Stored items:
__________________________________________________

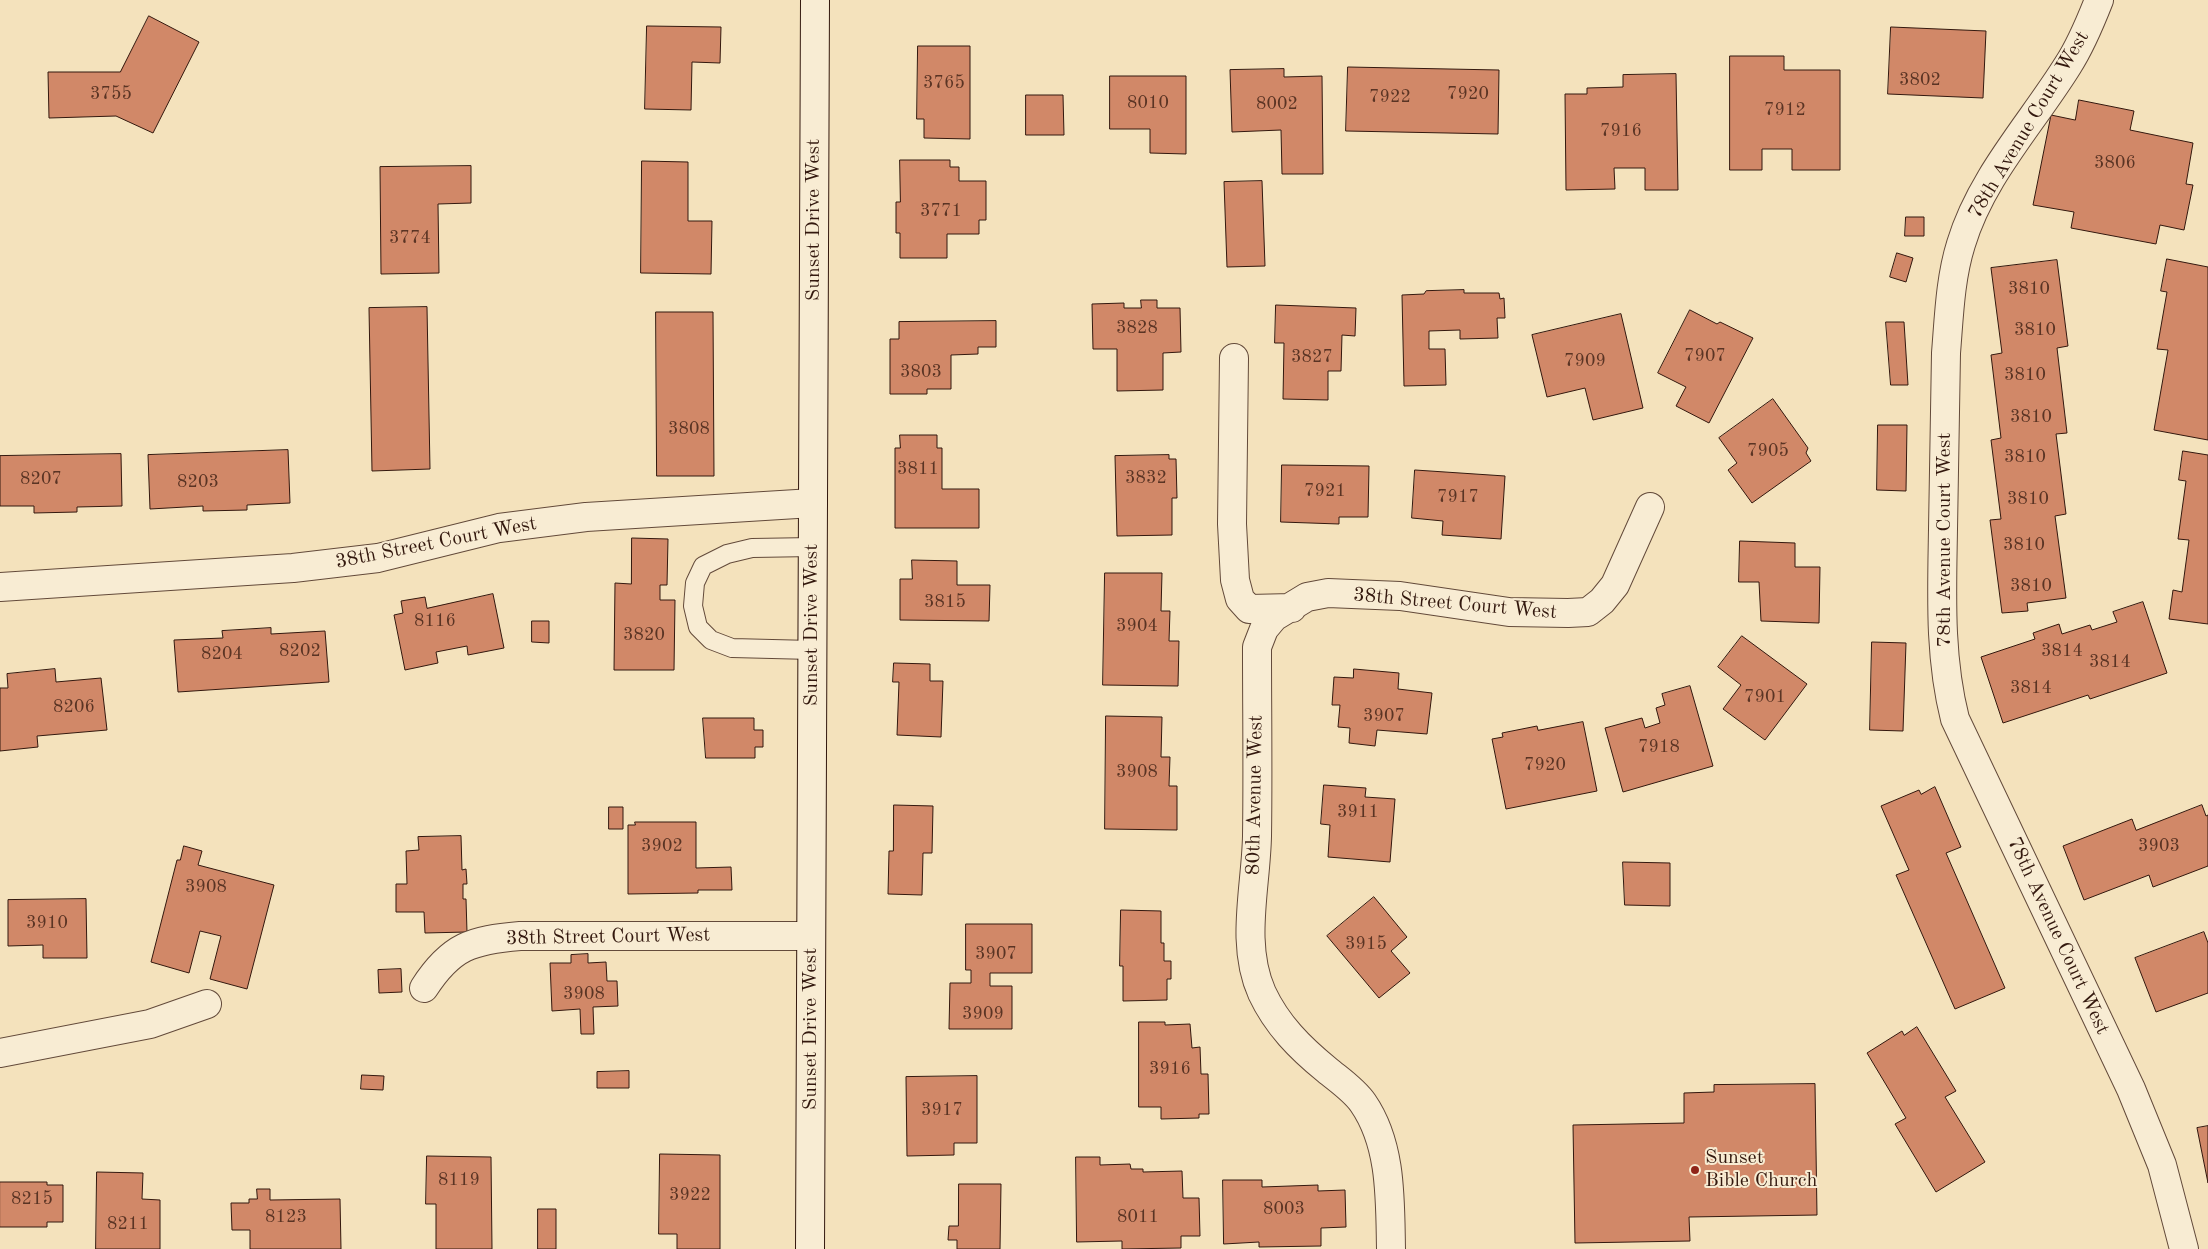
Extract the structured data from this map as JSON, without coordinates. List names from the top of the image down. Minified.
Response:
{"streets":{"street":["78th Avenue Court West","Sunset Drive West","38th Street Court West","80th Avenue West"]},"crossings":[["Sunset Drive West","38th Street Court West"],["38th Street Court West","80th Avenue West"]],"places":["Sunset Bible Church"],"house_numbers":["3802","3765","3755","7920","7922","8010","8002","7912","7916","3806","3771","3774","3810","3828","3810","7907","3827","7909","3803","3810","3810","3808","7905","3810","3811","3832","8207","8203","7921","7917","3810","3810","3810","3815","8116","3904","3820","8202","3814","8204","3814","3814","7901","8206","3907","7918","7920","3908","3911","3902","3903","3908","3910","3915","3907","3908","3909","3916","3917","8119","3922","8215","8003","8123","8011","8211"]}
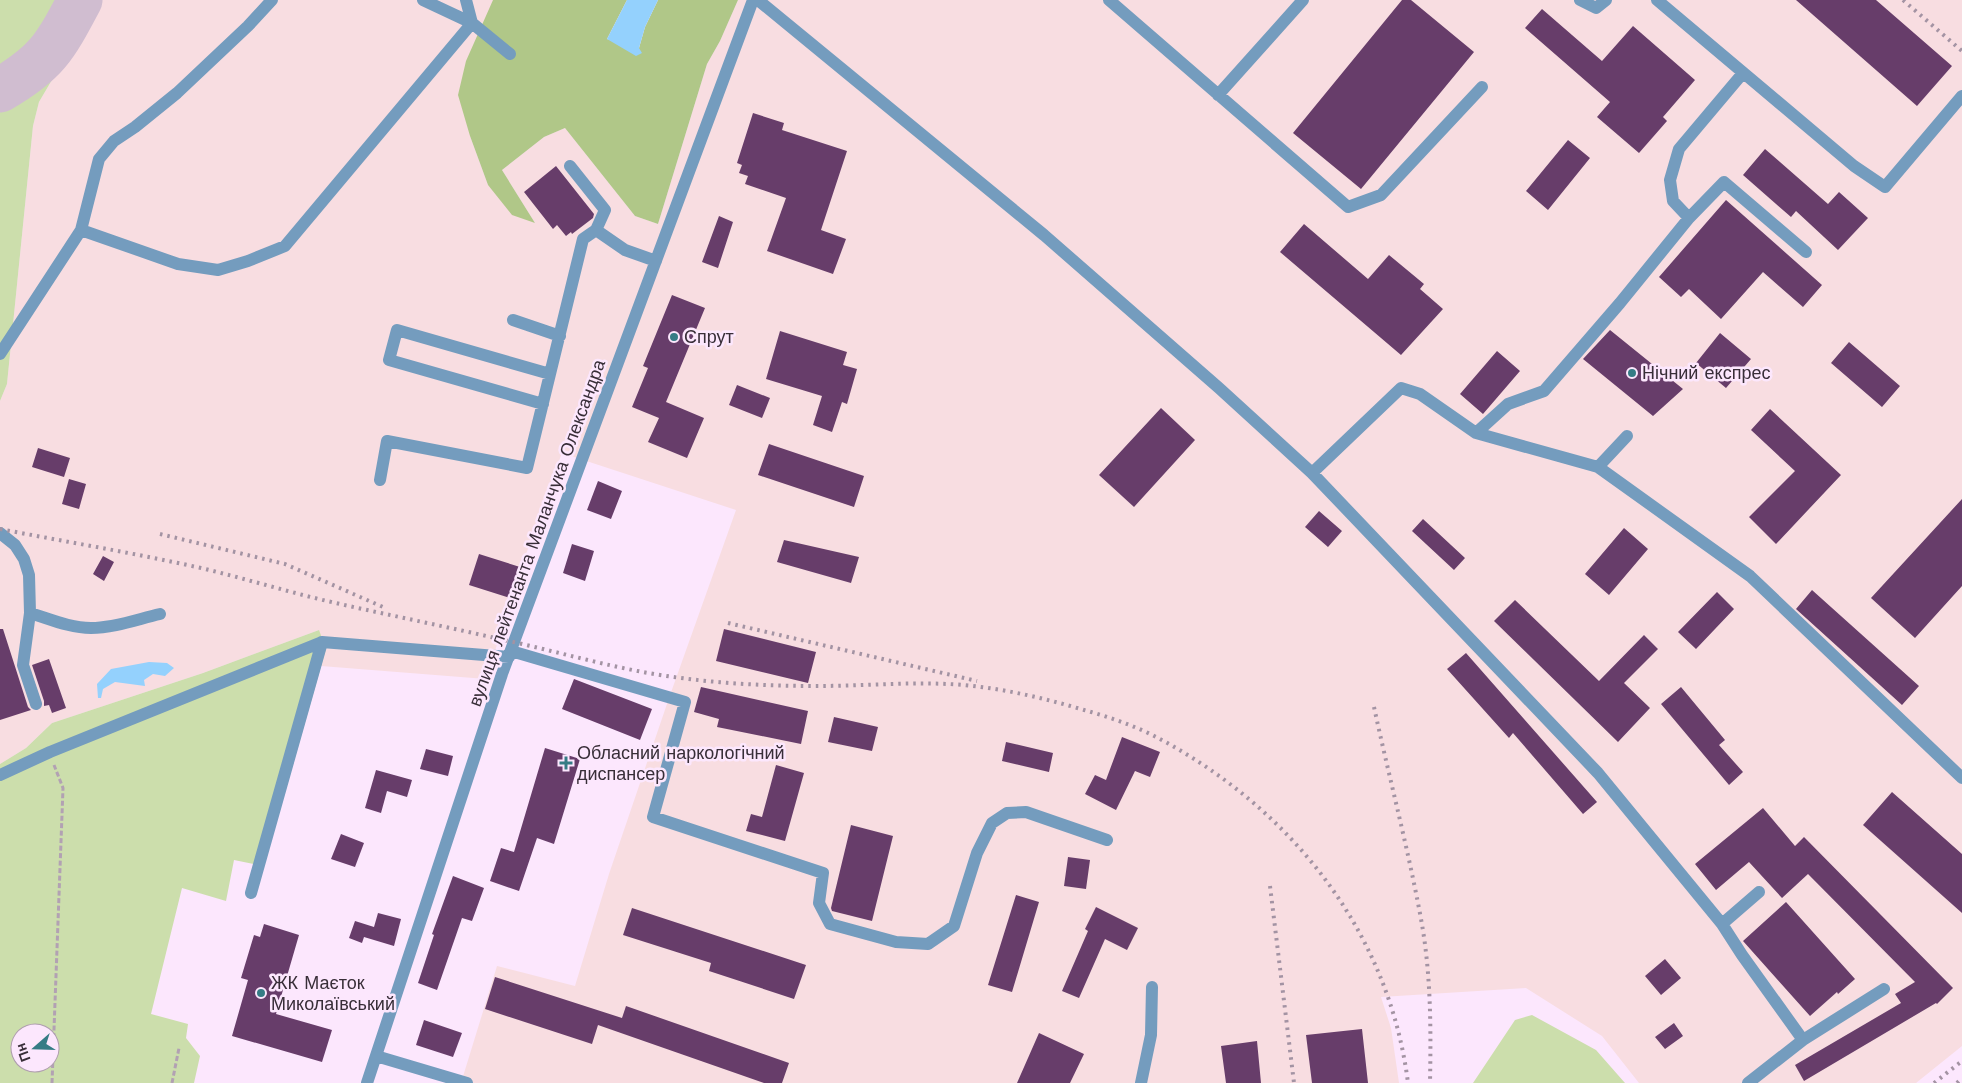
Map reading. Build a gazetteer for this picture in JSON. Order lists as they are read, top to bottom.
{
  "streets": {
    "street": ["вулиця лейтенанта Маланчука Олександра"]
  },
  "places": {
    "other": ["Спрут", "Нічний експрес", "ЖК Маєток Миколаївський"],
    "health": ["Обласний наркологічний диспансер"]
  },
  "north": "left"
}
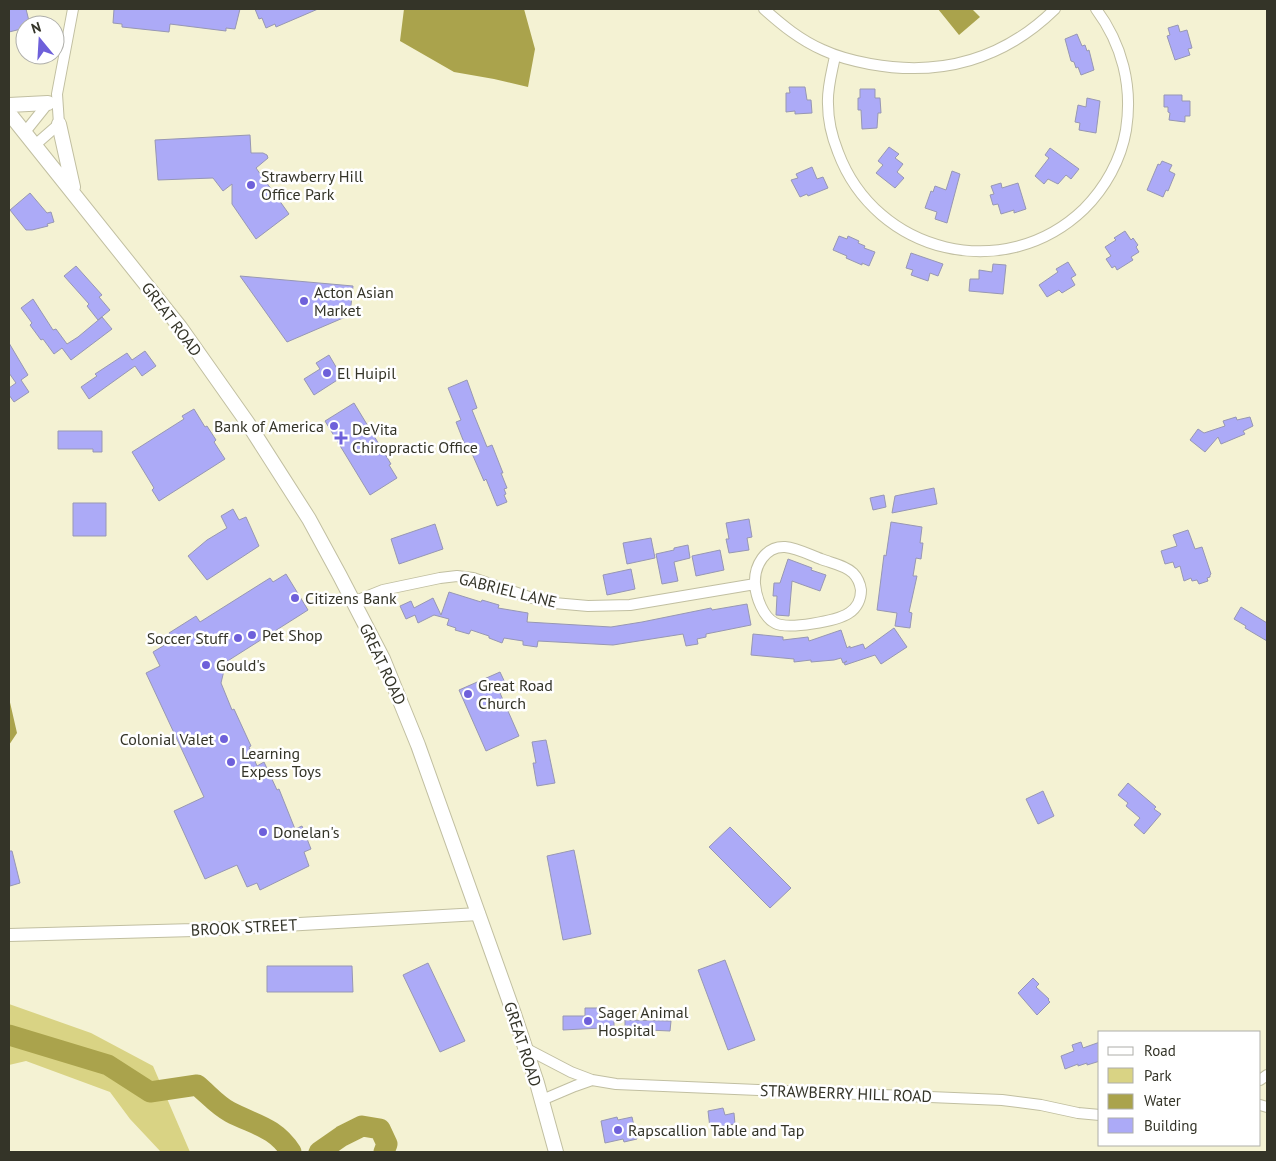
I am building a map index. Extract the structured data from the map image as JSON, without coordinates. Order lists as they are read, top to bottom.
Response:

__________________________________________________

TASK DIRECTIONS: Output the span from the line with "Map reading. Build" through the last line of the data, inclusive and exact, and omit every picture.

RESULT:
Map reading. Build a gazetteer for this picture in JSON. Order lists as they are read, top to bottom.
{
  "streets": {
    "street": ["вулиця лейтенанта Маланчука Олександра"]
  },
  "places": {
    "other": ["Спрут", "Нічний експрес", "ЖК Маєток Миколаївський"],
    "health": ["Обласний наркологічний диспансер"]
  },
  "north": "left"
}
I am building a map index. Extract the structured data from the map image as JSON, without coordinates. Order lists as they are read, top to bottom.
Response:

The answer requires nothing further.